THE FIRST DECADE OF SOUND: 1929–1939

Although the first sound film produced in Spain was Francisco Elías's El misterio de la Puerta del Sol (The Mystery in the Puerta del Sol, 1929), the quality of early sound technology was poor. Some Spanish filmmakers worked abroad, principally in France, on their first sound films. Florián Rey's Melodía del arrabal ( Suburban Melody , 1933) was shot at Paramount's Joinville Studio outside Paris, where his friend Perojo had already shot Primavera en otoño ( Spring in Autumn , 1933). The sad reality for the Spanish film industry was that by the end of 1931 Hollywood's foreign-language film productions already held the monopoly on the sound-film market in Spain, even attracting Spanish technicians and artists.

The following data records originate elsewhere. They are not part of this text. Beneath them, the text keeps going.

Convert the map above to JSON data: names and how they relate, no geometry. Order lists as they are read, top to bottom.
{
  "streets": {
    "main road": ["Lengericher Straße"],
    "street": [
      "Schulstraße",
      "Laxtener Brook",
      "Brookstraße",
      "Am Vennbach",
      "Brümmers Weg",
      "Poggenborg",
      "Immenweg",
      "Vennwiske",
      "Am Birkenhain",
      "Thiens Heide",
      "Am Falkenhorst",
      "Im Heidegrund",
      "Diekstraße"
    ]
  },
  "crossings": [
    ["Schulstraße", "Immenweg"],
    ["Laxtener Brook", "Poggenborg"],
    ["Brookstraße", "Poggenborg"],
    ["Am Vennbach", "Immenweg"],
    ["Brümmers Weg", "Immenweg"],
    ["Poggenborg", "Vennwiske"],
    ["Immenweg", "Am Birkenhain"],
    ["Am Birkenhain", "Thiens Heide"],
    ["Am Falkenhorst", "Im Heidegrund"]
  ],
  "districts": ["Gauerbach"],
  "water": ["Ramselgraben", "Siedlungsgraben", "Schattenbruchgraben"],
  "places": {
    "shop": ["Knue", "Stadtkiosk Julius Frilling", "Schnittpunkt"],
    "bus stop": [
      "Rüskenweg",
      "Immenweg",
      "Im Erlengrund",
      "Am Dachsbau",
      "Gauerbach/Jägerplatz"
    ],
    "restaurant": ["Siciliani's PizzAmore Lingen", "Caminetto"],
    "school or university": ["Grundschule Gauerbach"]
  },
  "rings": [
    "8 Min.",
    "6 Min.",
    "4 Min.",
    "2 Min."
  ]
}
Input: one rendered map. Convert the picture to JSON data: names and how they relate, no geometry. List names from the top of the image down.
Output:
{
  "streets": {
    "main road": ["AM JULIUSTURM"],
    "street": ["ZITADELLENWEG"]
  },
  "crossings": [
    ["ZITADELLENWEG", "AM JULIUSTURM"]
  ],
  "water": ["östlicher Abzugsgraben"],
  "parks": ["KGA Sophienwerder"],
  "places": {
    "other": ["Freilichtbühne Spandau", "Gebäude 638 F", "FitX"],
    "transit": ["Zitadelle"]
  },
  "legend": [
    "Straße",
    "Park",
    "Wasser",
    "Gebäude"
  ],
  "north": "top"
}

Luis Buñuel (1900–1983), the preeminent figure of Spanish cinema, forged his early career in France. Unlike the mainstream fare that Perojo and Rey worked on, however, Buñuel's first two surrealist films, Un chien andalou ( An Andalusian Dog , 1929) and L'Â ge d'or ( The Golden Age , 1930), were attacks on conventional cinematic narratives. Buñuel shot his first film in Spain, the documentary Las Hurdes ( Land Without Bread , 1933), also known as Tierra sin pan , about the deplorable social conditions in the province of Salamanca. The film was banned first by the Republican government and later by the Francoist regime.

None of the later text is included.